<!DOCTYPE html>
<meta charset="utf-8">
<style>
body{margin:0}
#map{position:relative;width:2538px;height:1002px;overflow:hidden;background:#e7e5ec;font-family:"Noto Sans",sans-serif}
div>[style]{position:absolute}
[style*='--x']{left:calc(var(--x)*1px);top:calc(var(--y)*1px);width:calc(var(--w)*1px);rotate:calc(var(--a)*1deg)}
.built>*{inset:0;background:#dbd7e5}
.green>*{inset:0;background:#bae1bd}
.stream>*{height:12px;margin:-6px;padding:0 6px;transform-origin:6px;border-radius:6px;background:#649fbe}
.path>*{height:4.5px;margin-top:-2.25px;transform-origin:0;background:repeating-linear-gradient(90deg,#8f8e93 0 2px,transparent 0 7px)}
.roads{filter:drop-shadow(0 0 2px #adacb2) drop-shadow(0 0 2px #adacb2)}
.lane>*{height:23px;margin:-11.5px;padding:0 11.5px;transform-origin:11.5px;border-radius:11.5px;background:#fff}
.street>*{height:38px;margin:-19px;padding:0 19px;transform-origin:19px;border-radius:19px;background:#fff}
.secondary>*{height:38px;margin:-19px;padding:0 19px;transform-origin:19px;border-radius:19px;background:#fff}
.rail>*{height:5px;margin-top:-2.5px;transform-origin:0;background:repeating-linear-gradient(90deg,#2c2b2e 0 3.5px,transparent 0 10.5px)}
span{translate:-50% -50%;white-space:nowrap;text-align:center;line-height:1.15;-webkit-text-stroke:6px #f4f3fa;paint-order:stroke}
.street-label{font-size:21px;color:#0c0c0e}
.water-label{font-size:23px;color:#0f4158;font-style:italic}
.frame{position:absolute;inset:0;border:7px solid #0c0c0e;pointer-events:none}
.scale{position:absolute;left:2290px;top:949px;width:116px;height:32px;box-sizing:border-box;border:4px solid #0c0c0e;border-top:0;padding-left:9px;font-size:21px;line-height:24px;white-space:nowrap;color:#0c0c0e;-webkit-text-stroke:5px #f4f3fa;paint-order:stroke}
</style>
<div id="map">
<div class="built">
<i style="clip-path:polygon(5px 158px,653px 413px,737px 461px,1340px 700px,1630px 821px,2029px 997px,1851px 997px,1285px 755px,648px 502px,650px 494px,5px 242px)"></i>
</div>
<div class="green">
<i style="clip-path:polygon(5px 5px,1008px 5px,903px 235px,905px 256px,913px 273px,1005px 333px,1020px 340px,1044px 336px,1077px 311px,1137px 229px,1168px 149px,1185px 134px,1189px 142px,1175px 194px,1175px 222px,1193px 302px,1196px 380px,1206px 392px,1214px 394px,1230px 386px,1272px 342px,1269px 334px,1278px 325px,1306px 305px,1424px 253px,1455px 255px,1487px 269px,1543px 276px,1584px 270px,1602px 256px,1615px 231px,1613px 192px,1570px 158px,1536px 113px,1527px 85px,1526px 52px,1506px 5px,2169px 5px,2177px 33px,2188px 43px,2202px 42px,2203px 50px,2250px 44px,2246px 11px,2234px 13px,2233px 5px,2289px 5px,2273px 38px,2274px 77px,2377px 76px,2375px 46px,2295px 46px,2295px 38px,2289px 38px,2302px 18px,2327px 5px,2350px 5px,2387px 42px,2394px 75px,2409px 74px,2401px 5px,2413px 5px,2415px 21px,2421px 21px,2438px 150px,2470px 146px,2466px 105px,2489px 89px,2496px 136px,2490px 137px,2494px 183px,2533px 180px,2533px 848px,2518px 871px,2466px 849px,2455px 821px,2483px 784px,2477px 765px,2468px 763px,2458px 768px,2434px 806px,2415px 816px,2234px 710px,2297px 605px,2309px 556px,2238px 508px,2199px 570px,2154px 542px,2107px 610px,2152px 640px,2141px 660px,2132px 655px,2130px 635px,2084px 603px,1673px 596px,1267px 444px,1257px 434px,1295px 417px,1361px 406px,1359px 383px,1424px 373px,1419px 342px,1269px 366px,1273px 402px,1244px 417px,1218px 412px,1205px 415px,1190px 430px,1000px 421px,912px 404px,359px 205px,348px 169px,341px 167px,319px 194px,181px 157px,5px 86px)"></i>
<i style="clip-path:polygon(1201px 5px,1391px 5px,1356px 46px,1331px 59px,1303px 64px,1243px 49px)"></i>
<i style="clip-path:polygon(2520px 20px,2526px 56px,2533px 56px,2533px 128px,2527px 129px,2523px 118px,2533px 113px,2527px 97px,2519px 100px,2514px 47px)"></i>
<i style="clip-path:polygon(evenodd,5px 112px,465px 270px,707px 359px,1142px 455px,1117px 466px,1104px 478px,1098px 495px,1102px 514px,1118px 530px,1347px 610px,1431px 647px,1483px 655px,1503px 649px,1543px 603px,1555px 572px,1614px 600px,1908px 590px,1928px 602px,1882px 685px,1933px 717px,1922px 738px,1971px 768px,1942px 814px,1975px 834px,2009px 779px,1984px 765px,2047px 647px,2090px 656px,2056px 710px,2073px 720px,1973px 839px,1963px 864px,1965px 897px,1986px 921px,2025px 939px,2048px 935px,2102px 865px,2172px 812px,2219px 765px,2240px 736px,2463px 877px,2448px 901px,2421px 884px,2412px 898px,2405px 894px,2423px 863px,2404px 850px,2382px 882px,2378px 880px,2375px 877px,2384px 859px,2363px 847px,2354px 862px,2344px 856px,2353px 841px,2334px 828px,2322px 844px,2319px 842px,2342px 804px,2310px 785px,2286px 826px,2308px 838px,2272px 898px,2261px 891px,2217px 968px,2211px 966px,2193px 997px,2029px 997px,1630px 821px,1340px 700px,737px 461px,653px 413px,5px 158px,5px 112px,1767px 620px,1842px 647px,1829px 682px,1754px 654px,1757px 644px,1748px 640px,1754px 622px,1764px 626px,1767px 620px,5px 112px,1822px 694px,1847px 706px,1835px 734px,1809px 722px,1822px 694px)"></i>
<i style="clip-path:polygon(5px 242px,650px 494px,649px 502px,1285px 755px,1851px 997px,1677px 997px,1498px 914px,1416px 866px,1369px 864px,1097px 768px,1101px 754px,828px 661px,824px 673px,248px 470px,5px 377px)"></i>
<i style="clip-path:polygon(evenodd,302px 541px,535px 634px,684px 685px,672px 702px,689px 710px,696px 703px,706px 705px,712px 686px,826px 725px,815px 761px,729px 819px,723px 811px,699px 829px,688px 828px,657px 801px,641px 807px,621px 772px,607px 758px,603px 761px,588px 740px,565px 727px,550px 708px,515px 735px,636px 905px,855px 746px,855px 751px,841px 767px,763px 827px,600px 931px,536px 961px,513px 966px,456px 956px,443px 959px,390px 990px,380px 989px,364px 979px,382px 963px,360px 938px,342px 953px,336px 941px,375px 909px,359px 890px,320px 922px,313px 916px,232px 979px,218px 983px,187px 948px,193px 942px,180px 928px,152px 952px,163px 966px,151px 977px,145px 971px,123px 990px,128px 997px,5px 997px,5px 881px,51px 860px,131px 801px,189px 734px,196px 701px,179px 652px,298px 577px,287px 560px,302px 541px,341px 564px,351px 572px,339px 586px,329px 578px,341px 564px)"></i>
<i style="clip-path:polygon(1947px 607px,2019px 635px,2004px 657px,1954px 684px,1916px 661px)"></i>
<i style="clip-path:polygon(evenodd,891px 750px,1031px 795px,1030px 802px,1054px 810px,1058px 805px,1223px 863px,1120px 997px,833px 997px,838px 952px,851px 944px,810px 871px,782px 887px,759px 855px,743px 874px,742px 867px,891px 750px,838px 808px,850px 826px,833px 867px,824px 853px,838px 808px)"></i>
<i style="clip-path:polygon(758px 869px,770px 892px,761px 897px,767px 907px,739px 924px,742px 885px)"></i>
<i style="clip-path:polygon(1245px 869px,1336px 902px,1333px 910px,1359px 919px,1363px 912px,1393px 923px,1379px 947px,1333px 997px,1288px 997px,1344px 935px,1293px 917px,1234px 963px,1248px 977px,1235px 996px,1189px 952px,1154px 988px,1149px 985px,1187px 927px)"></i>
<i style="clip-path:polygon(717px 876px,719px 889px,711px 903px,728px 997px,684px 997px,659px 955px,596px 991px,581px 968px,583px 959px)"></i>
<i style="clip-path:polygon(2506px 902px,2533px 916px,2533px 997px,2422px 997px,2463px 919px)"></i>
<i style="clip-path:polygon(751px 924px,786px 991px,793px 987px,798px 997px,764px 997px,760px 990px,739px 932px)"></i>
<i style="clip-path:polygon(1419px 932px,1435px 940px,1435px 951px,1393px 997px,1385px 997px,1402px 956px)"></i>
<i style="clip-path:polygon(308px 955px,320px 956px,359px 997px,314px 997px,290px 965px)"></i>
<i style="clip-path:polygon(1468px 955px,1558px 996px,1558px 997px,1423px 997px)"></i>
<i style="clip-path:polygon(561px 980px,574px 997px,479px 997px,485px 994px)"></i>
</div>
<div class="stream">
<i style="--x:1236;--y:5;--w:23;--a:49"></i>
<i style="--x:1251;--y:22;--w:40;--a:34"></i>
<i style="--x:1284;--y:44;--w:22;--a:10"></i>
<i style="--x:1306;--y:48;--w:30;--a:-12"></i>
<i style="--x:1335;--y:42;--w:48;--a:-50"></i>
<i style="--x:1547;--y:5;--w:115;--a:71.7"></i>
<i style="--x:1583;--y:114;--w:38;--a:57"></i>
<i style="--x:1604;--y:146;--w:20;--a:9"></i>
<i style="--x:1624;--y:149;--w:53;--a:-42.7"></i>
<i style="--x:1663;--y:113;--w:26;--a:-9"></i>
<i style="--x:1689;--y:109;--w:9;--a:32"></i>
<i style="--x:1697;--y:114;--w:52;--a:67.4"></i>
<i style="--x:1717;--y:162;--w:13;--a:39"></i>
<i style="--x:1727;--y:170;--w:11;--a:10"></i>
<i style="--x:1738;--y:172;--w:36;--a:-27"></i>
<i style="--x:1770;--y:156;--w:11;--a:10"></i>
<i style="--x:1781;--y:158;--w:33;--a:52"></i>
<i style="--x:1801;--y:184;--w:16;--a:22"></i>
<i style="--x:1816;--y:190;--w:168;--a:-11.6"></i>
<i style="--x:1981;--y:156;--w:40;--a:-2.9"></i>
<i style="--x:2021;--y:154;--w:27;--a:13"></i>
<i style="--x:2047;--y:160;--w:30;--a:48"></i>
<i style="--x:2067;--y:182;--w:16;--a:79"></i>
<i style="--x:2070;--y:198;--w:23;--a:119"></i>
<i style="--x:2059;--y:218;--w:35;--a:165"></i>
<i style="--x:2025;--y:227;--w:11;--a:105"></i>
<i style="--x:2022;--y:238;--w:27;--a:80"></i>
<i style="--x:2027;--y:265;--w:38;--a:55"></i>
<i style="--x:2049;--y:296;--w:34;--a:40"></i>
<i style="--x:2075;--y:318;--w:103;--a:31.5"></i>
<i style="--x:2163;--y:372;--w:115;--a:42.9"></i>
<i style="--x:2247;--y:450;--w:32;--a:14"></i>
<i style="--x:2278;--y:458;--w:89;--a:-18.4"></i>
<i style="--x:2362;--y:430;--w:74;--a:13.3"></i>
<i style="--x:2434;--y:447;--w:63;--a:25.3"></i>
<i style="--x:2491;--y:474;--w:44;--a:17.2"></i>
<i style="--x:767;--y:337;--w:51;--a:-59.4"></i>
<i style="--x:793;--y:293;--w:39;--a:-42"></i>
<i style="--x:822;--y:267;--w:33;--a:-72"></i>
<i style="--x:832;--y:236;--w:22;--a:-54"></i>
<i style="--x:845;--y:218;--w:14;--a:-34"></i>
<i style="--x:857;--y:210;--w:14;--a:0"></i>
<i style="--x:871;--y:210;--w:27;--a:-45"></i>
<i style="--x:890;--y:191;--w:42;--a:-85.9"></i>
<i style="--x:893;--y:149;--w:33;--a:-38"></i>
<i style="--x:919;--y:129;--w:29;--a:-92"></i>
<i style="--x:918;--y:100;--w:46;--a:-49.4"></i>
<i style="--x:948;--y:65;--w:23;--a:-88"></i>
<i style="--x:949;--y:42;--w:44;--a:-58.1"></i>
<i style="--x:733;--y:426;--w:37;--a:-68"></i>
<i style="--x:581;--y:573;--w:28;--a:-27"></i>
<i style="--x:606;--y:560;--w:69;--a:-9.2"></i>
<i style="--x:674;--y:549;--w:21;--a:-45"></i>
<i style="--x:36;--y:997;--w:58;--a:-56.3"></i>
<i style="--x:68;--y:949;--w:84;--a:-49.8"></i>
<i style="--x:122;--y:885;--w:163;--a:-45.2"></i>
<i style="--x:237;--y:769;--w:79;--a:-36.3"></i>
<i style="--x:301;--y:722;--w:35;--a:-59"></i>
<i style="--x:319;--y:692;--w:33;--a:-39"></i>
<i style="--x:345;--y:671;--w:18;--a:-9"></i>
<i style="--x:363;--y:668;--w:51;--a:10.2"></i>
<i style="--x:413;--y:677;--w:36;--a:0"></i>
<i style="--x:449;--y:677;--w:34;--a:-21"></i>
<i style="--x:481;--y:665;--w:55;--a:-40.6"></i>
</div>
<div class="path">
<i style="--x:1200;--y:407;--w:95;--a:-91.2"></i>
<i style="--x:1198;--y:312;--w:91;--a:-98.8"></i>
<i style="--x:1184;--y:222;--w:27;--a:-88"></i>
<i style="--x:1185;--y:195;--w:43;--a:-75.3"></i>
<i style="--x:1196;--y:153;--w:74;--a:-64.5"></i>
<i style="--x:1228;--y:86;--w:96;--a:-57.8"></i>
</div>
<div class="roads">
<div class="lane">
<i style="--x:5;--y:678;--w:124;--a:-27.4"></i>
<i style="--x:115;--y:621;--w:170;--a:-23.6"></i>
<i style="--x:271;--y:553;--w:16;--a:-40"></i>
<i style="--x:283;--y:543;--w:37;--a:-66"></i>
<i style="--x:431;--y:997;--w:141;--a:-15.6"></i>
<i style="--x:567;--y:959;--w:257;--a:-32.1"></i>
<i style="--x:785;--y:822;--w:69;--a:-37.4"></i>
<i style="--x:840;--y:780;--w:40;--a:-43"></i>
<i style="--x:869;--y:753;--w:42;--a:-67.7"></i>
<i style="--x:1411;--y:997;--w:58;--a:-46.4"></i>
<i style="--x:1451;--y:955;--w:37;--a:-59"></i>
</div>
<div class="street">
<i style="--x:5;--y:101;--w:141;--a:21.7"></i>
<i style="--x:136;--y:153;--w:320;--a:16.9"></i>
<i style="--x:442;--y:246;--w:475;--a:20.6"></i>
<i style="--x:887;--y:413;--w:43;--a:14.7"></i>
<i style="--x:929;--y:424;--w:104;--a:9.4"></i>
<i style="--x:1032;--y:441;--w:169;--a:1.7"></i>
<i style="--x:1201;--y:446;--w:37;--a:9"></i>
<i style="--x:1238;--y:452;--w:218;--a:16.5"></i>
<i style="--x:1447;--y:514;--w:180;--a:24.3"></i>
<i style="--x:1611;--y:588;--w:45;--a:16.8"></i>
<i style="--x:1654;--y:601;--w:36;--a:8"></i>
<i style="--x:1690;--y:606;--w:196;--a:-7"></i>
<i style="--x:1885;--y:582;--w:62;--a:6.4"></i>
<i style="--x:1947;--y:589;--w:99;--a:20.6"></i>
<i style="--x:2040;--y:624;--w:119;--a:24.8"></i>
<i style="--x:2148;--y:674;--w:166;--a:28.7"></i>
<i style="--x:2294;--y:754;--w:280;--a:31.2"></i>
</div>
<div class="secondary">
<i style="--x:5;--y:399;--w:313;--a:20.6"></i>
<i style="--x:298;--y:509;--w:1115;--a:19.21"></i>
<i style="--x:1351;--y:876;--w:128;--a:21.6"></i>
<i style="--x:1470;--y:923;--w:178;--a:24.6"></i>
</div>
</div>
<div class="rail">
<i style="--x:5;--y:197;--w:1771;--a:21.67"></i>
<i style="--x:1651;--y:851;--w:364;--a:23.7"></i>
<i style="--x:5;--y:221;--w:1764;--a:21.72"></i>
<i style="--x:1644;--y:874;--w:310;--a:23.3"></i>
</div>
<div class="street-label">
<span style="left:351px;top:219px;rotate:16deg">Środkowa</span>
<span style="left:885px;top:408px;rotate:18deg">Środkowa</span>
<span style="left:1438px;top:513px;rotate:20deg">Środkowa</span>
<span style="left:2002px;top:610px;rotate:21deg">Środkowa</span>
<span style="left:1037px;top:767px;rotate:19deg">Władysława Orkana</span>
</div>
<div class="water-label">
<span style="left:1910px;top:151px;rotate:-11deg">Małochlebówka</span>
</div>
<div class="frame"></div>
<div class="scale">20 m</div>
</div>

------------------------------------

What is being asked => Filter the entries down to the lines that hold "stream". Copy those lines.

Exercise answer =>
.stream>*{height:12px;margin:-6px;padding:0 6px;transform-origin:6px;border-radius:6px;background:#649fbe}
<div class="stream">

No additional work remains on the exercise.